Also, bear in mind that traditions can be broken. It is not the end of the world if your usual 80 Christmas cards do not get sent this year or if you decide to simplify the menu because you actually want to enjoy the day, around the table with your friends and family rather than slaving away in the kitchen. So go for 'good enough' – Christmas is not about being the best, it is about trying your best and sharing happiness.
2. Accept and let go
Allow others to be disappointed – whether it be by their present or the turkey being 'too dry'. It’s OK, we acknowledged that we are not going for perfection. It is not your job to keep everyone happy. What really matters is that you genuinely tried.
And, allow others to be who they are. Again, this is about expectations – do not expect people to change for Christmas. They are who they are, with their qualities and their flaws. Your mother-in-law still might make fire cutting remarks at everyone, so just let go and focus on what makes you feel good. Christmas is not the time for you to solve family issues, frustrations or upsets. Accept what is there and make the most of it.
3. Focus on the good
Focus your thoughts on all the good things about Christmas, the opportunity to engage in loving, kindness, generosity and gratitude. It is the ideal period to show gratitude for what you have right now and forget about what you don’t have.
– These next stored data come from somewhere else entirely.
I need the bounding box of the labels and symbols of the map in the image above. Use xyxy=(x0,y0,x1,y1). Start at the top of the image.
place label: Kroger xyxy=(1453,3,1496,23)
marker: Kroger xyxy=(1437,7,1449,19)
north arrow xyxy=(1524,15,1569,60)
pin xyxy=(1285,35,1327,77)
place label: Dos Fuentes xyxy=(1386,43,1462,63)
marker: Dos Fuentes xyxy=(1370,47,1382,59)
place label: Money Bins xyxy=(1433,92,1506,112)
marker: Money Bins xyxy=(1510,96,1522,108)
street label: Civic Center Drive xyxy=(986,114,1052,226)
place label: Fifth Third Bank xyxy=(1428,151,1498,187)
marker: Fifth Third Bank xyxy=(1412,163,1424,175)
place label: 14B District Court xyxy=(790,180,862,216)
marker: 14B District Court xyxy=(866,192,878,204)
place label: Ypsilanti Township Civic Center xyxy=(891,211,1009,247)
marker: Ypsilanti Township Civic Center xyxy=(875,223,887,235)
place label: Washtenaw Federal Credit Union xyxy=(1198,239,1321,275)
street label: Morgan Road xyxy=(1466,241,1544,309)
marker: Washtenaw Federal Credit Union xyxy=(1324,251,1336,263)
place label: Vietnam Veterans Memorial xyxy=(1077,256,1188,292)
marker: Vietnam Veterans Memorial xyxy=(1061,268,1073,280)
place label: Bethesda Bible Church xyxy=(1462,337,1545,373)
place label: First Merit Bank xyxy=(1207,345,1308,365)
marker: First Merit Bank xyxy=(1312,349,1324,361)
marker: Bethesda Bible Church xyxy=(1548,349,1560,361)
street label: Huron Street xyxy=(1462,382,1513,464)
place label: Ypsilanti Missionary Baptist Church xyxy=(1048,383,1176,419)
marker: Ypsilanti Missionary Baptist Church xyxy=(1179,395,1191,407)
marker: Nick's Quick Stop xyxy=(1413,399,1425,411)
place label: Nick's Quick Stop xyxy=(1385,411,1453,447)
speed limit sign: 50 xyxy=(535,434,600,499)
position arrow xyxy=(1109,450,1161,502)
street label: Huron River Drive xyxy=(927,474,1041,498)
Why not start a Christmas gratitude calendar, similar to an advent calendar, where the container for each day is empty and is to be filled with a little note from each family member with something they are grateful for. Reading through all the things everyone is grateful for on Christmas day by a warm cozy fire would be so energising, fun and for sure induce more love and happiness.
4. Throw kindness around like confetti
Christmas can sometimes trigger a feeling of guilt when we realise that there are so many others who are lonely, poorly or underprivileged. It is the perfect time to spread kindness, get involved with a local charity or community or simply pay a visit to a lonely neighbour.
There is a lot of scientific research out there demonstrating the connection between kindness and happiness. Being kind to someone not only raises the happiness level of the receiver but it also activates your dopaminergic reward circuits. In other words, it contributes to your own happiness too. Science also suggests that kindness is one of the most contagious social behaviours in our repertoire (1). So go ahead and be kind – kindness is good for you and the world around you. Happy holidays!